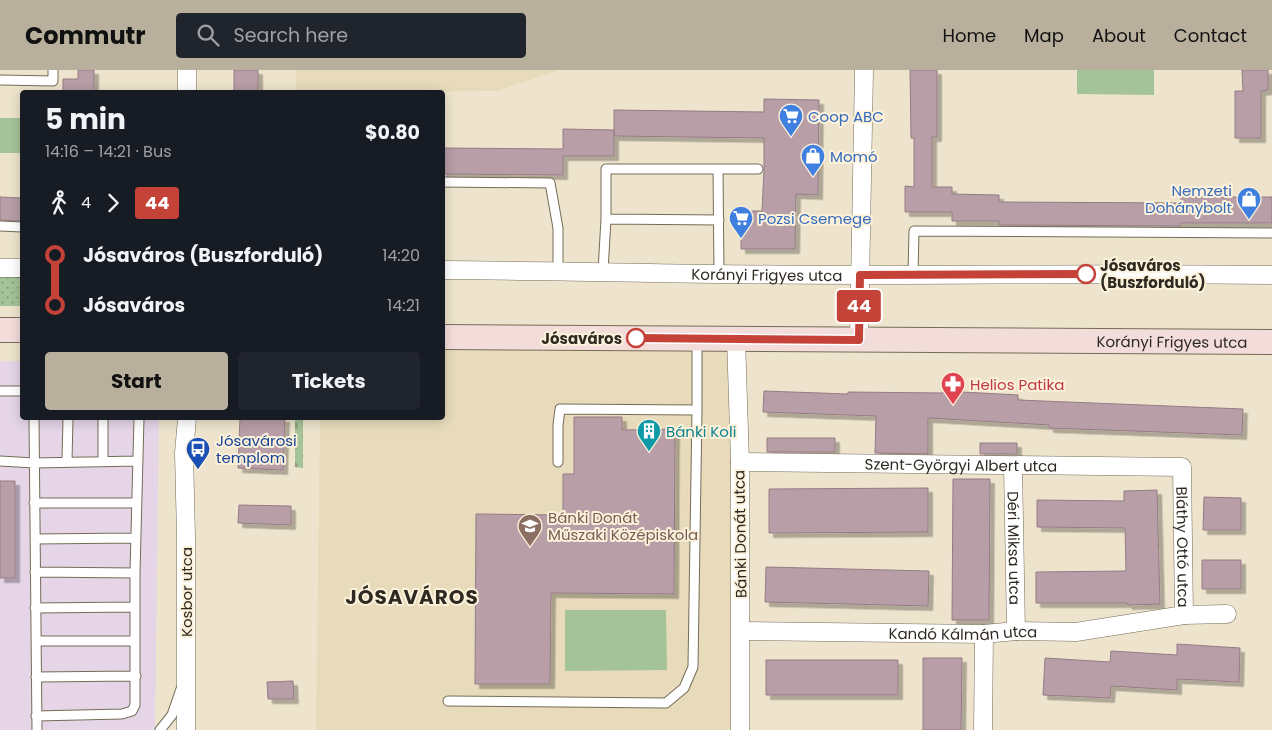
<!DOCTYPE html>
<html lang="en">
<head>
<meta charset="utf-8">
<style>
	body { margin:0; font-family:Poppins,sans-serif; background:#20242c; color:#f1f3f6; height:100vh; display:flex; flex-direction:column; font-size:19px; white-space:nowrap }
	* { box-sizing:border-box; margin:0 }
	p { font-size:16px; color:#9ea1a6 }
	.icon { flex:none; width:28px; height:28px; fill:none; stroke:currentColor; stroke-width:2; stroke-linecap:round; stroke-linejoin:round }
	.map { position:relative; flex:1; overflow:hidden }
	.panel { position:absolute; left:20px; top:20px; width:425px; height:330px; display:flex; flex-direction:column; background:#171b24; border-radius:5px; box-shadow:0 2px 12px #0003 }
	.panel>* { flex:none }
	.badge { padding:0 10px; border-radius:4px; font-size:18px; line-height:32px }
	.map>.badge { position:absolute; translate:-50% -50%; box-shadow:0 0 0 2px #fff }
	.legs { display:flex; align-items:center; gap:8px; height:55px; padding:0 25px; font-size:16px }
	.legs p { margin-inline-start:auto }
	.headline { display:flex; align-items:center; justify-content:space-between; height:85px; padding:0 25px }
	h1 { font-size:28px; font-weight:700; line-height:38px }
	.action { display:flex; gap:10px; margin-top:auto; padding:10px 25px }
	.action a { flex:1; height:58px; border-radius:5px; background:#b8b09c; color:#111; font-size:20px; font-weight:700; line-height:58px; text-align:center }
	.action a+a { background:#20242c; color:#f1f3f6 }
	ul { padding:0 25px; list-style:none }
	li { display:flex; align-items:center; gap:18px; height:50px; font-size:19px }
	li i { display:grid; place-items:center; width:8px; height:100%; margin:0 6px; background:currentColor }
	li i::after { content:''; width:12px; height:12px; margin:-6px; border:4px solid; border-radius:50%; background:#171b24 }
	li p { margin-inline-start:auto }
	li:first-child i { background:linear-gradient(#0000 50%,currentColor 0) }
	li:last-child i { background:linear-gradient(currentColor 50%,#0000 0) }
	header { display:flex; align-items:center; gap:30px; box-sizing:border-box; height:70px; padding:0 25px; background:#b8b09c; color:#111 }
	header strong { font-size:24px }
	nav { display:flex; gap:28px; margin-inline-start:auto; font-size:18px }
	.search { width:350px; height:45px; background:#20242c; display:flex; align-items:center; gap:12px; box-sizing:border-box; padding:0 18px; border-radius:5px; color:#9ea1a6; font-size:19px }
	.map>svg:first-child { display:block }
</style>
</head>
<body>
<header>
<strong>Commutr</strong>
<div class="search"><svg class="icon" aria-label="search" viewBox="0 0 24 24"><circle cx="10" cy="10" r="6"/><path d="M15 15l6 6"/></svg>Search here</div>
<nav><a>Home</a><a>Map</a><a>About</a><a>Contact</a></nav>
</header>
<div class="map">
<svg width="1272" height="660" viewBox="0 0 1272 660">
	<defs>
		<pattern id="grass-dots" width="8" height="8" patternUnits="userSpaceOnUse" patternTransform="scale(1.25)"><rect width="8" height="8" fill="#a5c398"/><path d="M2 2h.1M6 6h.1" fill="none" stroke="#879f7c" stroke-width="1.8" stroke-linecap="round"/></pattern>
		<pattern id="cemetery-stones" width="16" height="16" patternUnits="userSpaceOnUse" patternTransform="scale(1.25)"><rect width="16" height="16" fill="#a5c398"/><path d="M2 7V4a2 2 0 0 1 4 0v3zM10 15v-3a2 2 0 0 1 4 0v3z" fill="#879f7c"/></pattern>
		<filter id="shadow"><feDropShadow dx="4.5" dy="4.5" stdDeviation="0" flood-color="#0004"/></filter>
	</defs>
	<rect width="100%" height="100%" fill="#eee4cd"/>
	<path fill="#e5d5e7" d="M0,291h22v57h137l-4,312h-155z"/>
	<path fill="#e8dbbc" d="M296,0h264l-63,21 -201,1z
		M443,267l293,1 4,392h-424l4,-312h122z"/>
	<path fill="url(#grass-dots)" d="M0,206h22v30h-22z"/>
	<path fill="url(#cemetery-stones)" d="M295,348h8v50l-8,-1z"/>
	<path fill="#a5c398" d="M1077,0h77v25l-77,-1z
		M0,48h22v35h-22z
		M565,540h101l1,60 -102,1z"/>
	<path fill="#b89ea6" stroke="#947b84" filter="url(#shadow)" d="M78,0h16v22h-31v-13h15z
		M234,0h24v22h-24z
		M910,0h27v67h-5v50h20v7l47,1v7l182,1v-6h91v26h-91v3l-182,-1v-4h-47v-9h-47v-26l9,1v-49h-3z
		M1242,0h26v20l-7,1v47h-26v-47h8z
		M764,29l55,1 -1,95 -22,-1 -1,55h-54v-38h21l2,-42v-31l-150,-2v-26l150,2z
		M563,59l51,1v26h-51v19l-121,-1v-26l121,1z
		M0,127l22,1v23l-22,-1z
		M764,321l84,3v-2l95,1v-2l75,4v5l225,9 -1,26 -193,-7v-3l-121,-7v36l-53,-1 1,-37 -113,-4z
		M574,347h48v13l53,-1 -1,165 -123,-1 -1,91h-75l1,-170 87,1v-41h11z
		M240,348h45l-2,52 -45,-2z
		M767,368h68v14h-68z
		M980,373h37v11h-37z
		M953,409h37l-1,141h-37z
		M0,411h15v97h-15z
		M928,418v44l-159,1v-44z
		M1157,420l3,114 -32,1 -1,-2h-91v-31l90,-1 -1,-43 -88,-1v-27l87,1v-10z
		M1204,427l37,1v32h-38z
		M239,435l52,1v19l-53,-2z
		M1202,490h39v29h-39z
		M766,497l163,4 -1,35 -163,-4z
		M1177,574l63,4 -1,34 -62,-3v11l-66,-4 -1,12 -67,-3 2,-37 65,4 1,-11 66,4z
		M923,588h39l-1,72h-38z
		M766,590h132v35h-132z
		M293,611l1,18h-26l-1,-17z"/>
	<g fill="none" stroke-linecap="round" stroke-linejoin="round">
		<defs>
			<path id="lane" d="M0,10l53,1v-11
				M442,112l108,1 8,45v43
				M606,149l113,1
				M0,156l22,1
				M603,201l3,-52v-50h112
				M719,204l-1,-105h40
				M913,204l1,-43 358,2
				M0,321h22
				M34,348l3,312
				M103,390v-42
				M0,391l34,2 104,-2
				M67,391l1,-43
				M558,392v-37l2,-16 137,1
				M34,433h102
				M35,469l101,-1
				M35,502l100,1
				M35,538l100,-1
				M36,571h99
				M36,607l100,-1
				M448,631l218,2 18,-15 9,-21 4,-257v-70
				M36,646l86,-2 10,-3 3,-6v-132l4,-155
				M160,660l12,-15 9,-26"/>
			<g id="street">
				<path d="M187,0v22"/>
				<path d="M0,198h22"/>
				<path id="s1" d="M442,200c139,1 278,5 417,5 138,0 275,-2 413,0"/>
				<path d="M736,268l4,124v268"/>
				<path d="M859,271l5,-271"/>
				<path id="s2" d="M740,392l442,5 2,148"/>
				<path id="s3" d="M1013,396l3,165"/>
				<path id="s4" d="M741,561l243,3 32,-3 60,1 108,-17 43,-1"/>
				<path d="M186,660v-194l-2,-83 3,-35"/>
				<path d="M983,660l1,-96"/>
			</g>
			<g id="secondary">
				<path d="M0,260h22"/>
				<path id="s5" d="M442,267l830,5"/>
			</g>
		</defs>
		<use href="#lane" stroke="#756c57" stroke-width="11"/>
		<use href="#street" stroke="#756c57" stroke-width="19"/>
		<use href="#secondary" stroke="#756c57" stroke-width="26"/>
		<use href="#lane" stroke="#fff" stroke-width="9"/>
		<use href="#street" stroke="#fff" stroke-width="18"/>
		<use href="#secondary" stroke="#f3dddb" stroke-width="24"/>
	</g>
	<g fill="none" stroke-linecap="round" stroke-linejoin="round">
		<defs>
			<path id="line-1" d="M636,268l223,2 1,-65 226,-1"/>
		</defs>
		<use href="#line-1" stroke="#fff" stroke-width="11"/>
		<use href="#line-1" stroke="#c54239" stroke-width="8"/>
	</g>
	<defs>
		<symbol id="supermarket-pin" viewBox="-11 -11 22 30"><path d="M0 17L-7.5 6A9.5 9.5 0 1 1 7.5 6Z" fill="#3f7fe0" stroke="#fcf1da"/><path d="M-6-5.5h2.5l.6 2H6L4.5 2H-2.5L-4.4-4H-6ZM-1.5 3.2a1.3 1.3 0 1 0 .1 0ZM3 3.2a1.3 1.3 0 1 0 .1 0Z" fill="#fff"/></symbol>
		<symbol id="shop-pin" viewBox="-11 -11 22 30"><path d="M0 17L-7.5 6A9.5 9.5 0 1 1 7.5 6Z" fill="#3f7fe0" stroke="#fcf1da"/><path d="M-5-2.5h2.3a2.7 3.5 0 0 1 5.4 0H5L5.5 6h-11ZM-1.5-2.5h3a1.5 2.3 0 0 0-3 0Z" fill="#fff"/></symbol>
		<symbol id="pharmacy-pin" viewBox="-11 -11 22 30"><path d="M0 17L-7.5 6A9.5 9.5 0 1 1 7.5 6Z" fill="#e0444e" stroke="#fcf1da"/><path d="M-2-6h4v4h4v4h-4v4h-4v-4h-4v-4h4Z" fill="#fff"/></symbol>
		<symbol id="building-pin" viewBox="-11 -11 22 30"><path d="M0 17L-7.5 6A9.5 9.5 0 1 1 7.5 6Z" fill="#0f9aa8" stroke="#fcf1da"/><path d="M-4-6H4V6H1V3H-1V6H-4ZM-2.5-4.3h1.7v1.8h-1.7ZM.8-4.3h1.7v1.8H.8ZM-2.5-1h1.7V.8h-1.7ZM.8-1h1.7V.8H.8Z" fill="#fff"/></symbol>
		<symbol id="bus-pin" viewBox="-11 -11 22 30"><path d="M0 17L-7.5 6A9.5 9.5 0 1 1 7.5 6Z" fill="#1a4fb4" stroke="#fcf1da"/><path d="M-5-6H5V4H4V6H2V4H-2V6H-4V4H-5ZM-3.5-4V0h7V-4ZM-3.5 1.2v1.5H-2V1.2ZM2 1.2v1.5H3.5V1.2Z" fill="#fff"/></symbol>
		<symbol id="school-pin" viewBox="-11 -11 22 30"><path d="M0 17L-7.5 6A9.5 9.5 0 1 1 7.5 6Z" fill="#8d6e63" stroke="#fcf1da"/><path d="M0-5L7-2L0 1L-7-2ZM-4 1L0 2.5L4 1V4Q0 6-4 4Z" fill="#fff"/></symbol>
	</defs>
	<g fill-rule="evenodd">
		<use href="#supermarket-pin" x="777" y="32" width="28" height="38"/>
		<use href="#shop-pin" x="799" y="72" width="28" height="38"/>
		<use href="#shop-pin" x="1235" y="115" width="28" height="38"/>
		<use href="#supermarket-pin" x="727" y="134" width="28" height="38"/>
		<use href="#pharmacy-pin" x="939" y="300" width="28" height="38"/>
		<use href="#building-pin" x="635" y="347" width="28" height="38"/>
		<use href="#bus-pin" x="184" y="365" width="28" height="38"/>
		<use href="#school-pin" x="516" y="442" width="28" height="38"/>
	</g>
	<g fill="#fff" stroke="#c54239" stroke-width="2.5">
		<circle cx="1086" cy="204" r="9"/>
		<circle cx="636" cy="268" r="9"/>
	</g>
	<g text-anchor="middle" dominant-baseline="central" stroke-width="4" stroke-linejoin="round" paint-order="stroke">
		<g font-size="15" fill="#366cbe" stroke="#fcf1da" text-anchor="start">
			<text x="808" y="46">Coop ABC</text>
			<text x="830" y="86">Momó</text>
			<text x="1232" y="120" text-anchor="end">Nemzeti<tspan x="1232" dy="17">Dohánybolt</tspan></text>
			<text x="758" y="148">Pozsi Csemege</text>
		</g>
		<g font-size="15" font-weight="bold" fill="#2e2a22" stroke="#fcf1da" text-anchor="start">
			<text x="1100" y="195">Jósaváros<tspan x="1100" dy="17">(Buszforduló)</tspan></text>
			<text x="622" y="268" text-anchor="end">Jósaváros</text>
		</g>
		<g font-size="15" fill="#2e2a22" stroke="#fcf1da">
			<text stroke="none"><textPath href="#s1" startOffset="325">Korányi Frigyes utca</textPath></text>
			<text stroke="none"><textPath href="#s5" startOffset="730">Korányi Frigyes utca</textPath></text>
			<text stroke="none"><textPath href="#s2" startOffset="221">Szent-Györgyi Albert utca</textPath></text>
			<text transform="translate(740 464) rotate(-91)">Bánki Donát utca</text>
			<text stroke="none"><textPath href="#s2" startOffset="522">Bláthy Ottó utca</textPath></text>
			<text stroke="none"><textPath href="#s3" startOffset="82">Déri Miksa utca</textPath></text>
			<text transform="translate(186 522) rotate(-90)">Kosbor utca</text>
			<text stroke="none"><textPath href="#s4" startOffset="222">Kandó Kálmán utca</textPath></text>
		</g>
		<g font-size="15" fill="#be3a42" stroke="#fcf1da" text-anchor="start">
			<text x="970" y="314">Helios Patika</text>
		</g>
		<g font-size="15" fill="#0d838f" stroke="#fcf1da" text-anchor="start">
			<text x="666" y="361">Bánki Koli</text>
		</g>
		<g font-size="15" fill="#164399" stroke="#fcf1da" text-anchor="start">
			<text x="216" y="370">Jósavárosi<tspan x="216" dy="17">templom</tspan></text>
		</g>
		<g font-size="15" fill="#785e54" stroke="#fcf1da" text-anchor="start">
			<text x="548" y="447">Bánki Donát<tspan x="548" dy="17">Műszaki Középiskola</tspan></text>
		</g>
		<g font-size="20" font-weight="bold" letter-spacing="1" fill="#2e2a22" stroke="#fcf1da">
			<text x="412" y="527">JÓSAVÁROS</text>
		</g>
	</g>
</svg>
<b class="badge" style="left:859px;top:236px;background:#c54239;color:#fff">44</b>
<section class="panel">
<div class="headline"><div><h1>5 min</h1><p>14:16 – 14:21 · Bus</p></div><b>$0.80</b></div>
<div class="legs"><svg class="icon" aria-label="walk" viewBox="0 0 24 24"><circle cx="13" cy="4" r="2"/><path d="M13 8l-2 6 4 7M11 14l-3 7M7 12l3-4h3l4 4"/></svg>4<svg class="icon" aria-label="forward" viewBox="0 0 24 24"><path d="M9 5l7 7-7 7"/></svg><b class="badge" style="background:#c54239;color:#fff">44</b></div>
<ul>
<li><i style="color:#c54239"></i><b>Jósaváros (Buszforduló)</b><p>14:20</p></li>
<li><i style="color:#c54239"></i><b>Jósaváros</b><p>14:21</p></li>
</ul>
<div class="action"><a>Start</a><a>Tickets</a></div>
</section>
</div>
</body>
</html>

**Exercise brief**
Lines with the word "strong" in them are the answer; report each one from the data.

**Response to the exercise**
	header strong { font-size:24px }
<strong>Commutr</strong>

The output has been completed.